Ouï le rapporteur en la lecture de son rapport;

 

Sur la recevabilité

Considérant qu'il résulte des dispositions combinées des articles 59 et 60 de la loi susvisée que " le recours devant la Chambre Administrative, doit être introduit dans le délai de deux mois à l'expiration d'un délai de 4 mois sanctionnant le rejet implicite du recours gracieux" ;

Considérant que KOUAME Cathoux, agent temporaire en service au Ministère de l'Agriculture et des Ressources Animales, licencié pour absences injustifiées, par Arrêté du 28 Janvier 1996 du Ministère de l'Emploi et de la Fonction Publique, a saisi la Chambre Administrative aux fins d'annuler pour excès de pouvoir, ledit Arrêté;

Mais considérant qu'après avoir exercé le 3 Mars 2000, un recours gracieux auprès du Ministre concerné, ce n'est que le 28 Mai 2001, soit plus de quatorze mois plus tard, qu'il a saisi la Chambre Administrative aux fins de voir annuler ladite décision;

Qu'un tel recours, entrepris manifestement hors les délais prescrits par les textes susvisés, est irrecevable;

 

DECIDE

 

Article 1: La requête de KOUAME Cathoux est irrecevable.

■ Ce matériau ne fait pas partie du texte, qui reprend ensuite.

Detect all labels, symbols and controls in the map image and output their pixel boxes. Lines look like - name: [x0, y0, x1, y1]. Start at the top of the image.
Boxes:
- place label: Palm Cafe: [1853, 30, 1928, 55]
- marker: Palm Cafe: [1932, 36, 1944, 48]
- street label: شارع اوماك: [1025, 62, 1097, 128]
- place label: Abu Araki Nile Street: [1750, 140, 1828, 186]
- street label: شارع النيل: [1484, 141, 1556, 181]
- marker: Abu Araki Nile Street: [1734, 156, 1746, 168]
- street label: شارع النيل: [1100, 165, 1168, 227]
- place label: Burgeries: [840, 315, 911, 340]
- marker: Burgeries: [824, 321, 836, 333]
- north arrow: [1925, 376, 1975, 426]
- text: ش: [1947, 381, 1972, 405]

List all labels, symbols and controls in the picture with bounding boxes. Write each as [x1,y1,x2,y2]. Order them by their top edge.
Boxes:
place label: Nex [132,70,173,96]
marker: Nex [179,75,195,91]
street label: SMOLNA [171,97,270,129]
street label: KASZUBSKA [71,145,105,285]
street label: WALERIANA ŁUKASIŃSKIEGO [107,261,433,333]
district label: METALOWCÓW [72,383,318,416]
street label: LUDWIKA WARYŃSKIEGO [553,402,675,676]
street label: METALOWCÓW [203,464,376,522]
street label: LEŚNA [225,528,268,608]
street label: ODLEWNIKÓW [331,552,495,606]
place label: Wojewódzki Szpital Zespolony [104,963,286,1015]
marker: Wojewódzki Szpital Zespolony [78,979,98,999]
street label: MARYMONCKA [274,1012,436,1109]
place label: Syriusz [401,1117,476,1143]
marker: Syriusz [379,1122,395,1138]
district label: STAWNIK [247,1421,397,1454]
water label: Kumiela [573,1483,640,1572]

Article 2: Une expédition de cet arrêt sera transmise au Ministre de l'Emploi et de la Fonction Publique

Article 3: Les frais sont mis à la charge du requérant

 

Ainsi jugé et prononcé par la Cour Suprême, Chambre Administrative à son audience publique ordinaire du Vingt Sept Mars deux mil deux.

Où étaient présents: MM. AMANGOUA GEORGES, Président de la Chambre Administrative; Président-Rapporteur; MM. MAO N'GUESSAN, ALBERT AGGREY, AYENA GUY, EDOUKOU KABLAN, AKA NOBA, Conseillers; NIBE LAMBERT, Secrétaire.

En foi de quoi le présent arrêt a été signé par le Président et le Secrétaire.